LibResilient’s philosophy can be boiled down to a single sentence:
Information must remain easily accessible.
The choice of words here is very deliberate.
LibResilient purposely focuses on making information accessible, as opposed to facilitating live two-way communication flow.
There is plenty of misinformation to go around, and plenty of communication that is meant solely to muddy the waters and create a toxic information environment. Those who organize such disingenuous communication and participate in it often rely on it being two-way, fast-paced, and emotional, intentionally leaving as little space for calm rational thought as possible.
There is a meaningful difference between a debate of ideas, and a shouting match or a lynch mob. LibResilient is not interested in supporting the latter. While discriminatory content does also come in the form of articles on websites, it becomes truly toxic when live mass communication can be employed in an aggressive manner.
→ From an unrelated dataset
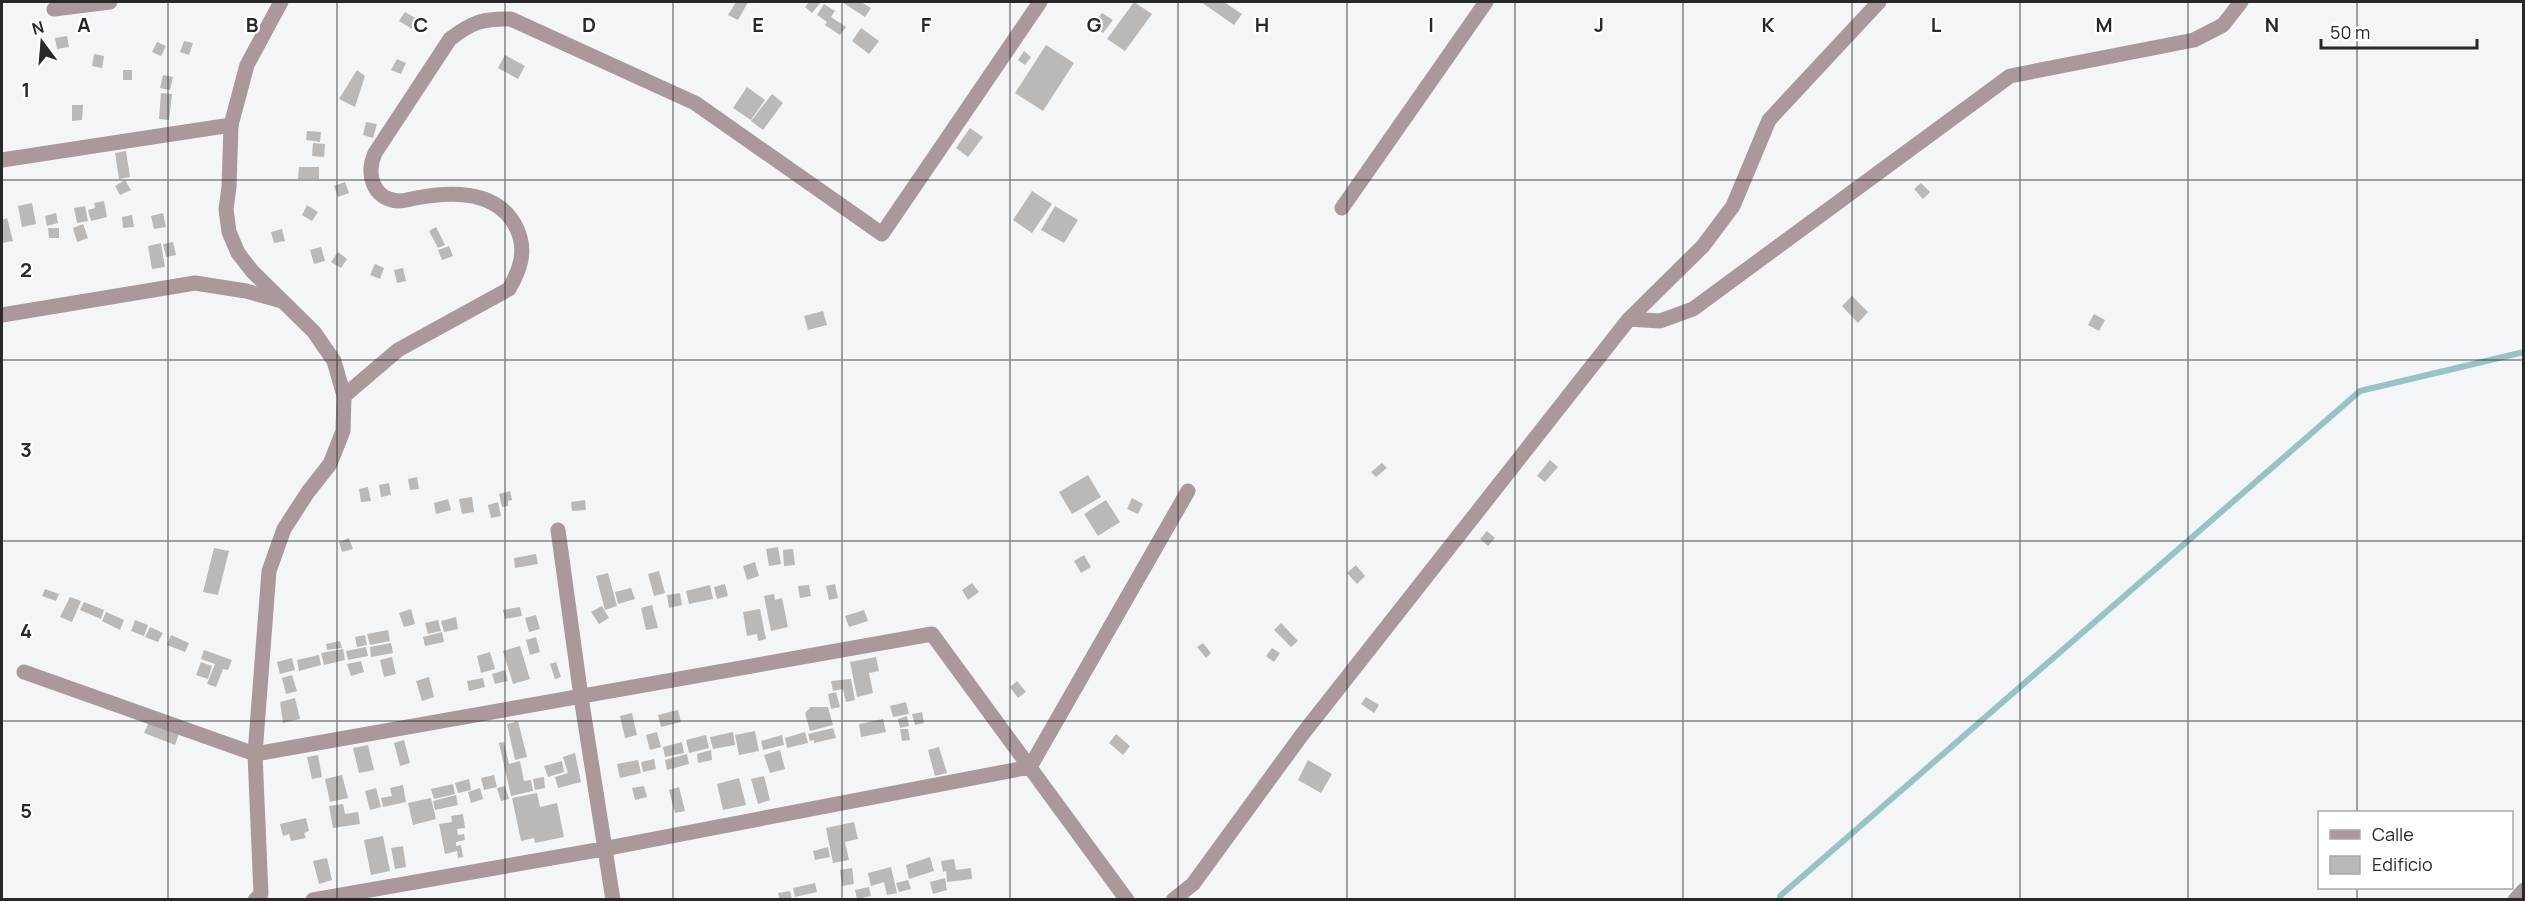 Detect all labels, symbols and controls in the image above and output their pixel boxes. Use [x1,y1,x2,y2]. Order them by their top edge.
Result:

This is where LibResilient draws a line by making specific architectural decisions. We cannot stop bigots from using LibResilient on their websites, but we can make LibResilient less useful for specific strategies often employed by them.
LibResilient grew out of the experience of managing websites that experience huge traffic spikes, and the frustration regarding options available to website admins in who find their websites became unavailable, entirely or only to certain groups of visitors, be it via direct malicious actions (like DDoS), or organic traffic overwhelming the webserver.
These options tend to be limited to a few massive gatekeepers like CloudFlare, and a few smaller ethical providers like Deflect.
In practice, website owners are incentivised to use the massive gatekeepers’ services, which gradually centralizes the Internet. Such centralization then becomes a problem itself, when these gatekeepers find themselves under pressure to drop protection for specific sites, leaving website owners with nowhere to go.
LibResilient is explicitly focusing on decentralized tools like IPFS; in some cases and for certain very specific threats using the biggest gatekeepers might still make sense, and LibResilient might facilitate that. But whenever that is the case, care will be taken to do it in a way that is not tied to particular service or company.